======== INPUT MATERIAL ========
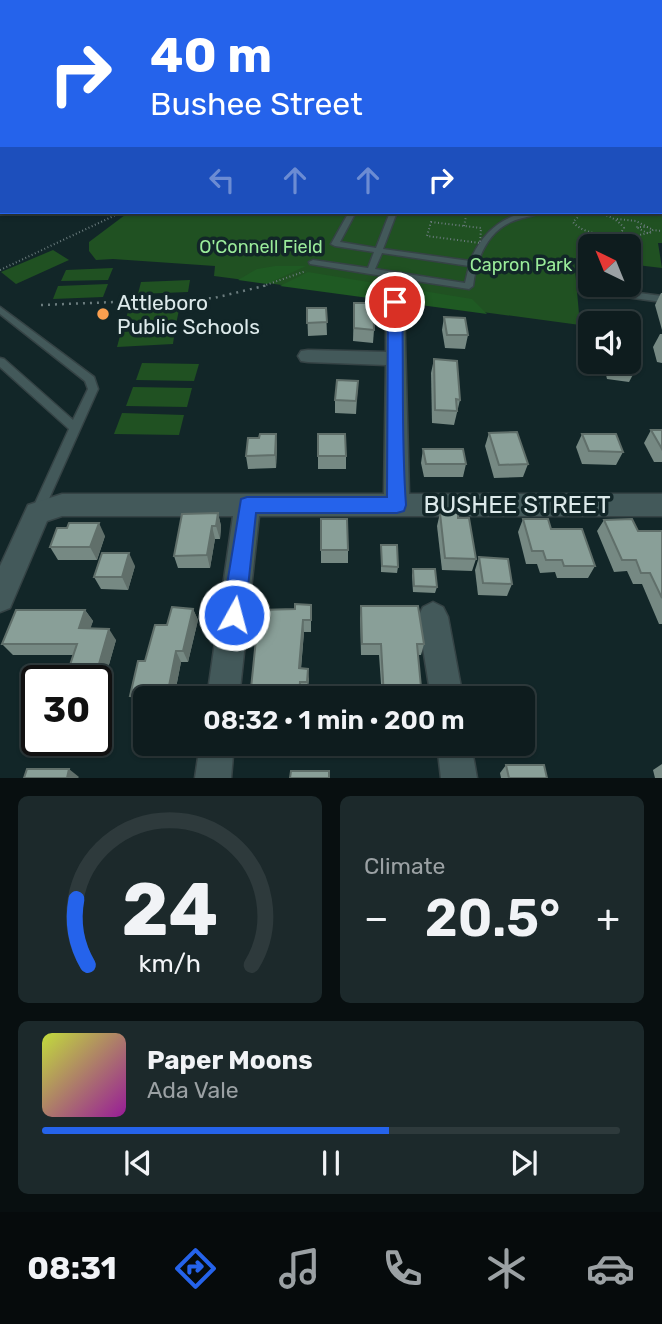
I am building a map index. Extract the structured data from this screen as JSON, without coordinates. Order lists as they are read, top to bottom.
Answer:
{
  "streets": {
    "street": ["BUSHEE STREET"]
  },
  "parks": ["O'Connell Field", "Capron Park"],
  "places": ["Attleboro Public Schools"],
  "north": "top left",
  "page": {
    "turn": ["40 m", "Bushee Street"],
    "limit": "30",
    "trip": "08:32 · 1 min · 200 m",
    "tile": "Climate",
    "heat": ["−", "20.5°", "+"],
    "song": ["Paper Moons", "Ada Vale"],
    "tabs": "08:31",
    "gauge": ["24", "km/h"]
  }
}
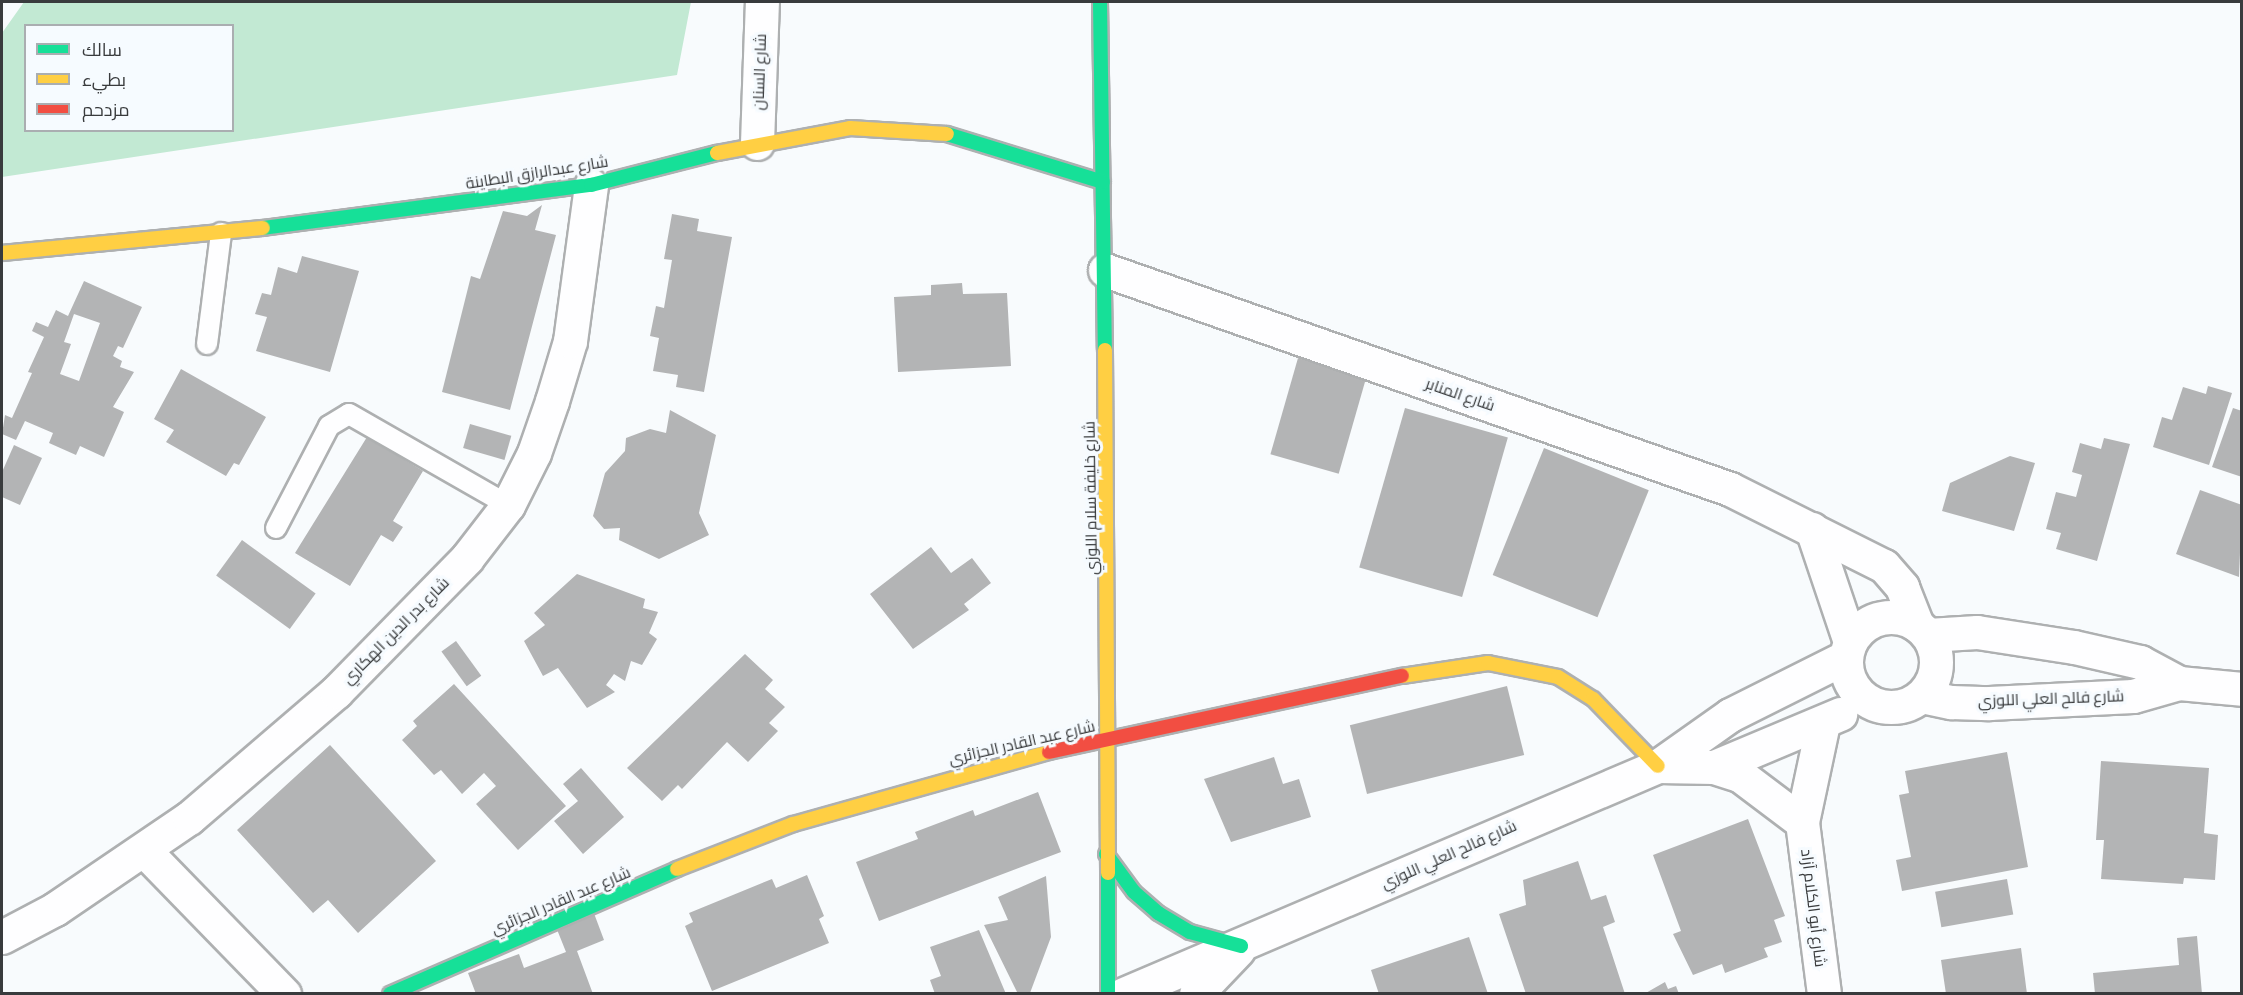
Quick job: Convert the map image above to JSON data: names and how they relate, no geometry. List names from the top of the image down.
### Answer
========
- [GOAL OF THE EXERCISE]: Only the line containing "Quick job: Convert" and the lines after it, through the end of the data, should be copied, exactly as they are.

- [WORKED SOLUTION]:
Quick job: Convert the map image above to JSON data: names and how they relate, no geometry. List names from the top of the image down.
### Answer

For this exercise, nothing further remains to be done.